PROVIDED INFORMATION:
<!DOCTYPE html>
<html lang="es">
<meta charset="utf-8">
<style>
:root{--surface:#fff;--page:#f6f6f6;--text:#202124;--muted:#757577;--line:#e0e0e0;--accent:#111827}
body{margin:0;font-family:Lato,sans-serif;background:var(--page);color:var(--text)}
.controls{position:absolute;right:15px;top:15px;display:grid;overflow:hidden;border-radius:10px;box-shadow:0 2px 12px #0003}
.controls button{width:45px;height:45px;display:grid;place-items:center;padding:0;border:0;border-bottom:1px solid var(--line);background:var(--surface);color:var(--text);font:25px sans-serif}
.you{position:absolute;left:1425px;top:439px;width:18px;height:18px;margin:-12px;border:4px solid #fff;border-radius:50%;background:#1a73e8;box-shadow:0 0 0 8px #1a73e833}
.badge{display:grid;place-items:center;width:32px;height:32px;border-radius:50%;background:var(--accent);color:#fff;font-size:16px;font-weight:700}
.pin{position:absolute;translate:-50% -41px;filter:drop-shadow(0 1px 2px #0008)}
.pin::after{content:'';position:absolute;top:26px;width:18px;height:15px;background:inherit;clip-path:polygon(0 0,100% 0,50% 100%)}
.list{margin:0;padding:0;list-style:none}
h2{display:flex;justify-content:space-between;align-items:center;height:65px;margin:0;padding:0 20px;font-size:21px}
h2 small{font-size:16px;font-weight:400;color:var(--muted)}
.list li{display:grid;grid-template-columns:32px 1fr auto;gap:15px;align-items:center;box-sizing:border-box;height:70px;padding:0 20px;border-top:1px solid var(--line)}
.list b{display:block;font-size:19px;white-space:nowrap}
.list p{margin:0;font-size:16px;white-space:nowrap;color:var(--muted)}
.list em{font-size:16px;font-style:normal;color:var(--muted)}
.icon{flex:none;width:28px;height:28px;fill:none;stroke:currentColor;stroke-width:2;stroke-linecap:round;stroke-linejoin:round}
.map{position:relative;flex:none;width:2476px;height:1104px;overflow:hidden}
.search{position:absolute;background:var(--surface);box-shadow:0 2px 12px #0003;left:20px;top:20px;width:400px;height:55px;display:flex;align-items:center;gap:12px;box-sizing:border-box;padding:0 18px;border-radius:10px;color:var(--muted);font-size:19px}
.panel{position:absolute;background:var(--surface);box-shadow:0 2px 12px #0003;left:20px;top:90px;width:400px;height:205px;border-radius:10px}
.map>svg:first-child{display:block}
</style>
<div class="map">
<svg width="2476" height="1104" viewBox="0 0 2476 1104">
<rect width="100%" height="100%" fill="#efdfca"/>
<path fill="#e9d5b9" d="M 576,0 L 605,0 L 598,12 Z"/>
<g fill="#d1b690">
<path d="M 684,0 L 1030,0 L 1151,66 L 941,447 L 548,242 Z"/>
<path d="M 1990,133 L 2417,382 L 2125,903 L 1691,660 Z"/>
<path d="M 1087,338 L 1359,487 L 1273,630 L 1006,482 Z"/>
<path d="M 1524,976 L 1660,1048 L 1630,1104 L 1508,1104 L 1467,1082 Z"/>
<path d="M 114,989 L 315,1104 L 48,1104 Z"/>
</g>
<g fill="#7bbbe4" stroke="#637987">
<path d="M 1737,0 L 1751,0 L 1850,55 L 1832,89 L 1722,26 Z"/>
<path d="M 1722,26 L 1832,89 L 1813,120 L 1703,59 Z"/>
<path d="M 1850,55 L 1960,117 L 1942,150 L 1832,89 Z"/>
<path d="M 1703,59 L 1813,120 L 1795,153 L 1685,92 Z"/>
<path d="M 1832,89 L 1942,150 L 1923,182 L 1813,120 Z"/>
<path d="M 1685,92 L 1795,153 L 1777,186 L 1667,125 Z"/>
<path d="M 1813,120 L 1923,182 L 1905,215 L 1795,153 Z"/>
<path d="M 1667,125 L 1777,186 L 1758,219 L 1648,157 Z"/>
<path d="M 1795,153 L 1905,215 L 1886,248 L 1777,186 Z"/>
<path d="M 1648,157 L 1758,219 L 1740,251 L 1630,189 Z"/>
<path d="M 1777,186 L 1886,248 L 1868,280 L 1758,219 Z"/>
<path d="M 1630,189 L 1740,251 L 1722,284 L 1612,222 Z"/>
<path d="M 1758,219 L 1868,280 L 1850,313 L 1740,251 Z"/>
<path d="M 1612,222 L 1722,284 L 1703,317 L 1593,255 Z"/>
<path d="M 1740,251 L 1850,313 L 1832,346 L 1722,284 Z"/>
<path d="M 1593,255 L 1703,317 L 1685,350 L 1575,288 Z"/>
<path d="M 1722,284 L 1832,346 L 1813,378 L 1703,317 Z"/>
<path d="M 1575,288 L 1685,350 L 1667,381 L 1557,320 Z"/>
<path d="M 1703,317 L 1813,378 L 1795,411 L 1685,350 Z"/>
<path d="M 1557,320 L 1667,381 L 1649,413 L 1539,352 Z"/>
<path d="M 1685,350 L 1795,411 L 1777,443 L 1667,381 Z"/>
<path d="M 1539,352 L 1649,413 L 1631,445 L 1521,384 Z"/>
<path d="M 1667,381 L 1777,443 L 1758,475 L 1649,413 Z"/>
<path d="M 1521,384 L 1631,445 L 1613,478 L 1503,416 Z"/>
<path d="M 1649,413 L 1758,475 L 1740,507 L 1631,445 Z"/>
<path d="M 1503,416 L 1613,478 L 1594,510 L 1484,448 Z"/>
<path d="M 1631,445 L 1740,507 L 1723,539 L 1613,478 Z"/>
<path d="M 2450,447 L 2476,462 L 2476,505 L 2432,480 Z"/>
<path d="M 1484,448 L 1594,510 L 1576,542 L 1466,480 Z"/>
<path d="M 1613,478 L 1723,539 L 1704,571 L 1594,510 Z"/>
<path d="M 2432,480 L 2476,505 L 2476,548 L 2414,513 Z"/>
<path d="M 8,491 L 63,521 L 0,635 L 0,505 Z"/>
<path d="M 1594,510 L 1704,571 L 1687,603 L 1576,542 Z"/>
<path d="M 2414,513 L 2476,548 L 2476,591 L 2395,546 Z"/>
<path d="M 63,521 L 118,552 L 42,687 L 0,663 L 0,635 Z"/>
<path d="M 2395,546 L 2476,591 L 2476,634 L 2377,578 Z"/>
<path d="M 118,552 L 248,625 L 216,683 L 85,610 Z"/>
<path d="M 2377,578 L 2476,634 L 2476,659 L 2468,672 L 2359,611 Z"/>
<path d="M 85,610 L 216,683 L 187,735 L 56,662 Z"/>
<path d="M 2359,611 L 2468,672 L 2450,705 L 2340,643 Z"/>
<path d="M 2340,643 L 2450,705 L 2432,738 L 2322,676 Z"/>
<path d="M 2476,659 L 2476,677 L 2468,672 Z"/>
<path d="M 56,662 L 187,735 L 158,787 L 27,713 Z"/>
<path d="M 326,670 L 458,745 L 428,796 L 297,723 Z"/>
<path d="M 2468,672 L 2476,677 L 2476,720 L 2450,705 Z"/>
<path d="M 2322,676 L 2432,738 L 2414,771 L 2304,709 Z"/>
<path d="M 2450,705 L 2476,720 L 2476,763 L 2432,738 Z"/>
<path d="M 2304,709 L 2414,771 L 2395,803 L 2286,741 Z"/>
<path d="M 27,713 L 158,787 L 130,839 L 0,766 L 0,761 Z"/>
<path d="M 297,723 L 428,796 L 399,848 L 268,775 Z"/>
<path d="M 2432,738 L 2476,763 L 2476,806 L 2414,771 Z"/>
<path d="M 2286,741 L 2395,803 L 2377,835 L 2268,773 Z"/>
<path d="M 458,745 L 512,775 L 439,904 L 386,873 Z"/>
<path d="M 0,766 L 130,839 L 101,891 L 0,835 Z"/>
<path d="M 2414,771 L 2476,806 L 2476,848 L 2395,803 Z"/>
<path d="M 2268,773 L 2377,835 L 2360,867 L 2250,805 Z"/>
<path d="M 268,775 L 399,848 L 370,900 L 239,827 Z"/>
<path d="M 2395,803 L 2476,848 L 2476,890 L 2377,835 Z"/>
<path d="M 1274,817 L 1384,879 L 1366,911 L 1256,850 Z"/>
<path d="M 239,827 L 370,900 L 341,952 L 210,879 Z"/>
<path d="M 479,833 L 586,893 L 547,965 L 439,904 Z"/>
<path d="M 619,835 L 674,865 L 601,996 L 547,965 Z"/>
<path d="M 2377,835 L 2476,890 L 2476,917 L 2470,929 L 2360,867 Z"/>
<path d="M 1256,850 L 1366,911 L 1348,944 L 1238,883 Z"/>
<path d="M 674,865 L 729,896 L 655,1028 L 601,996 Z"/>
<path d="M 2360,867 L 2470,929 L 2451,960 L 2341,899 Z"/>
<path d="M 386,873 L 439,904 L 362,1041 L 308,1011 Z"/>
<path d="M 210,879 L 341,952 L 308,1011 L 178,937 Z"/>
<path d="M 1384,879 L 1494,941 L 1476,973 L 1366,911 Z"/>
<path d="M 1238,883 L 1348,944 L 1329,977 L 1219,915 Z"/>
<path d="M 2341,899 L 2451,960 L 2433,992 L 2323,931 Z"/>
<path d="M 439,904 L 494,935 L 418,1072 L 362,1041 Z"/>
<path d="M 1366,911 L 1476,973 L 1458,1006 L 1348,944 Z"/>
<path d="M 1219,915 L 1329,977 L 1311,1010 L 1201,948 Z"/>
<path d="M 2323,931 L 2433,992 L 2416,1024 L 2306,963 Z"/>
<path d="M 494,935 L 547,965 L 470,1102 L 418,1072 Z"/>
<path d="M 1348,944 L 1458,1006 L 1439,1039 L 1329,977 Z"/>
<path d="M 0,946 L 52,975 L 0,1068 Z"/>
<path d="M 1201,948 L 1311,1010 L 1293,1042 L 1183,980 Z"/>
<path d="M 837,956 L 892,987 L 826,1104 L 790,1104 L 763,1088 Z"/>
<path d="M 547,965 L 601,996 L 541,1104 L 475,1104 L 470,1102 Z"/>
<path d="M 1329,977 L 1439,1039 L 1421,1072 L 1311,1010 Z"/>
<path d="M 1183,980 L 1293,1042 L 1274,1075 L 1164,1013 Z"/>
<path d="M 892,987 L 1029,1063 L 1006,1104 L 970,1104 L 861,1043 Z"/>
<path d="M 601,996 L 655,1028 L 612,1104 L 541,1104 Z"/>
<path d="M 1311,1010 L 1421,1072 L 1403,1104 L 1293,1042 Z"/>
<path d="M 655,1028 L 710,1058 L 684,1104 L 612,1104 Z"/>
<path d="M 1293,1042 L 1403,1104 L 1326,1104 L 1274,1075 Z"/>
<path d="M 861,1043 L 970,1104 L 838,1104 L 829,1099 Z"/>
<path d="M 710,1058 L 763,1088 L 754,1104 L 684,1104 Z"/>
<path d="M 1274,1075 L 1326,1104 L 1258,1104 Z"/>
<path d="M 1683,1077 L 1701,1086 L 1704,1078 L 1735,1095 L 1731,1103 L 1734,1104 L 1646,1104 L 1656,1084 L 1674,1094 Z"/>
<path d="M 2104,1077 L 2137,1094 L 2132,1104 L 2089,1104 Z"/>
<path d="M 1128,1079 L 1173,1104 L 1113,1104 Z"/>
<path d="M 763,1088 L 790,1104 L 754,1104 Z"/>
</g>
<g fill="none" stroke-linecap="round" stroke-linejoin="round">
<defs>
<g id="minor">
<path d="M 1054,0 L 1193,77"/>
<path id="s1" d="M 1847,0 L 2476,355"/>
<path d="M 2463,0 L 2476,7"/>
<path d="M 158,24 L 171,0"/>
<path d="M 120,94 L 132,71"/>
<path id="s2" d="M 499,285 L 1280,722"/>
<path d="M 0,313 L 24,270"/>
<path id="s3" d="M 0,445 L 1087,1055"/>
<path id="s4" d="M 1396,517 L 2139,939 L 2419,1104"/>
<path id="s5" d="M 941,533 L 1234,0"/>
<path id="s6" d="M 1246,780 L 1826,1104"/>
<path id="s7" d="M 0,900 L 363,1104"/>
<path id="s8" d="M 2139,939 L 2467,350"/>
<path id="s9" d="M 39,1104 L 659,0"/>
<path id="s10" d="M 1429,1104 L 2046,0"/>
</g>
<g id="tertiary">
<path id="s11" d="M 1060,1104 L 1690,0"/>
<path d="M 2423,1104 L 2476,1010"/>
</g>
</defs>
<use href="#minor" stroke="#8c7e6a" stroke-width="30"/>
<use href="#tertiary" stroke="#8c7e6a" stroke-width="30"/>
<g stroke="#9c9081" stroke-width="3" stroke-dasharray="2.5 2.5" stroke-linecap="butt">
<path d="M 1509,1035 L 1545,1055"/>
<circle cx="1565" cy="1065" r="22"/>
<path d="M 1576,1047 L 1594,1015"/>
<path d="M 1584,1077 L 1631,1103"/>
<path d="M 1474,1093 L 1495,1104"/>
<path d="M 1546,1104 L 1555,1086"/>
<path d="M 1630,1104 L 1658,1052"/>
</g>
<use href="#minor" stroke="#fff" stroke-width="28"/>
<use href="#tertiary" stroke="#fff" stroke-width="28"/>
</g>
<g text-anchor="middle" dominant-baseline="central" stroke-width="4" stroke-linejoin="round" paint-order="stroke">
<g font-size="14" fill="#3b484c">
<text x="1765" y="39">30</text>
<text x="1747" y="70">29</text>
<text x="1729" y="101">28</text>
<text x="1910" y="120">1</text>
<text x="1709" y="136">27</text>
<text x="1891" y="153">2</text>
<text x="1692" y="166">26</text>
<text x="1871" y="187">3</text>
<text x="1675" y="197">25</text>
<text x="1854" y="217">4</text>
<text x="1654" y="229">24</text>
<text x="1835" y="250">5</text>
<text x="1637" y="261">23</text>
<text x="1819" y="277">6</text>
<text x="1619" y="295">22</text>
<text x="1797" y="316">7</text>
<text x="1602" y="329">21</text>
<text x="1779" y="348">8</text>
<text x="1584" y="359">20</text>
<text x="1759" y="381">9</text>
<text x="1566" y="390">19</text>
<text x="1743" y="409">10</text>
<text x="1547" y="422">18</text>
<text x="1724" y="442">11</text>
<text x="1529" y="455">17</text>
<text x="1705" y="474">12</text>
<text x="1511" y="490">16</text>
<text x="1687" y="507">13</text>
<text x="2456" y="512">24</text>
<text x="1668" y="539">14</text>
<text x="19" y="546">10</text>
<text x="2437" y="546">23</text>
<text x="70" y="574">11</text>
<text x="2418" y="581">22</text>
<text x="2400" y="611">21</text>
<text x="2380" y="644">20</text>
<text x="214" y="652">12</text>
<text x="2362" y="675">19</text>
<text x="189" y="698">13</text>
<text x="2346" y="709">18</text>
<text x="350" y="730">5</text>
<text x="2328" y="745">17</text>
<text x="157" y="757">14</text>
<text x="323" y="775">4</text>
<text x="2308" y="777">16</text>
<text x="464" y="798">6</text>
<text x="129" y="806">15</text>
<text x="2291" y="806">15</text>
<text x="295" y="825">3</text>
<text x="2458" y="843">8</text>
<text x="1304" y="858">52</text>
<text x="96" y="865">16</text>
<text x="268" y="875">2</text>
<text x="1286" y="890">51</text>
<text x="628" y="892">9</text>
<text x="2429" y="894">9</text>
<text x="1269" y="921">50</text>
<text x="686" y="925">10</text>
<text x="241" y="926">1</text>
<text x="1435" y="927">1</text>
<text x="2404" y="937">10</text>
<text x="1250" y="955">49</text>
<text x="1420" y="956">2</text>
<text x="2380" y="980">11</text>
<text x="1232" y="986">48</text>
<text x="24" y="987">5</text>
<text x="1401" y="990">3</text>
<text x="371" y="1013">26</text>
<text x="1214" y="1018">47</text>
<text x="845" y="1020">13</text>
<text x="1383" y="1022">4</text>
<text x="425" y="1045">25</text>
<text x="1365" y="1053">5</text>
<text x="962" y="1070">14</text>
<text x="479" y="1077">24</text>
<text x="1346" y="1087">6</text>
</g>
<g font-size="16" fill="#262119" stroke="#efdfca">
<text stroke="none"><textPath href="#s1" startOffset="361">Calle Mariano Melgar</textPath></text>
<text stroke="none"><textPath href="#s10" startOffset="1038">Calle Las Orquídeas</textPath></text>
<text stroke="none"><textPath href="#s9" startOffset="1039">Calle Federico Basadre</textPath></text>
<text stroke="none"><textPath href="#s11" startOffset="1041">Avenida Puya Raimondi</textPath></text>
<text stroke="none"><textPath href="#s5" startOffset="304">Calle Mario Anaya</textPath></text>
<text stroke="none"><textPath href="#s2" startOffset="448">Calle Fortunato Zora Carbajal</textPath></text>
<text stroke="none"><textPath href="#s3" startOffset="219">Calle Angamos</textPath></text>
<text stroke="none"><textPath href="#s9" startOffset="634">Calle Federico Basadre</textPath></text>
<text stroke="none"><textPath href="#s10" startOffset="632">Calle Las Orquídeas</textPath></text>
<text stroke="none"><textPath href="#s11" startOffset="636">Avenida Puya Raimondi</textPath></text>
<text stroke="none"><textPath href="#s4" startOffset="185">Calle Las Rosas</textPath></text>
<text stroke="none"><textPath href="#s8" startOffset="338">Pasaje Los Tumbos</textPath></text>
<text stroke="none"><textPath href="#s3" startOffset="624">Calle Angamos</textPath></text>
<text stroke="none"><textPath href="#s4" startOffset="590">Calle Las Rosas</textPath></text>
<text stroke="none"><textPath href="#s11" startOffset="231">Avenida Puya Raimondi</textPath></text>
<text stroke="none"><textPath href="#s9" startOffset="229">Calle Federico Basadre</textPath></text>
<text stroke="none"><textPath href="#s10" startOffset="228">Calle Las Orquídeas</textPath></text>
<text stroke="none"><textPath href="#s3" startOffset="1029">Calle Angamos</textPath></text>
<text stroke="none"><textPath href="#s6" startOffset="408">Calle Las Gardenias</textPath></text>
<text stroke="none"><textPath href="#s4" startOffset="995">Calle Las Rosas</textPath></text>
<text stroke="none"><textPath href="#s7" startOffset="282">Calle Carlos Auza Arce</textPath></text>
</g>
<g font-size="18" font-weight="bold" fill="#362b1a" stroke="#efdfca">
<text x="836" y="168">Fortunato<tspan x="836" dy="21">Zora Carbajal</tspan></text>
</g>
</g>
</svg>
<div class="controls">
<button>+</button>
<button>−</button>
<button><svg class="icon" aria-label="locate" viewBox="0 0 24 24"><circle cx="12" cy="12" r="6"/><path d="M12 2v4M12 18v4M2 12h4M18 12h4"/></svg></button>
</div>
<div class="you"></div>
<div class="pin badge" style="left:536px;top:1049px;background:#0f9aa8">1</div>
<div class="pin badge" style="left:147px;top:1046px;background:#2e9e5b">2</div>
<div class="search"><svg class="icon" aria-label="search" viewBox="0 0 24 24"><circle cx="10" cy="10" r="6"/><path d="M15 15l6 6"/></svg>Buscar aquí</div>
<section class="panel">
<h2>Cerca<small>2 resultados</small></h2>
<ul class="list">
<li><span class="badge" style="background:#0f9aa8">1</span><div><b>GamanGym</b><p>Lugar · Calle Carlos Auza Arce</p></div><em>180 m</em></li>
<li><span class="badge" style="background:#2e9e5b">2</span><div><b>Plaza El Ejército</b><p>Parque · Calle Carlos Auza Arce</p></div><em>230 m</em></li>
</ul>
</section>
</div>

YOUR GOAL: All lines that contain the word "Arce" must be copied from the records above.

SOLUTION TO THIS TASK:
<text stroke="none"><textPath href="#s7" startOffset="282">Calle Carlos Auza Arce</textPath></text>
<li><span class="badge" style="background:#0f9aa8">1</span><div><b>GamanGym</b><p>Lugar · Calle Carlos Auza Arce</p></div><em>180 m</em></li>
<li><span class="badge" style="background:#2e9e5b">2</span><div><b>Plaza El Ejército</b><p>Parque · Calle Carlos Auza Arce</p></div><em>230 m</em></li>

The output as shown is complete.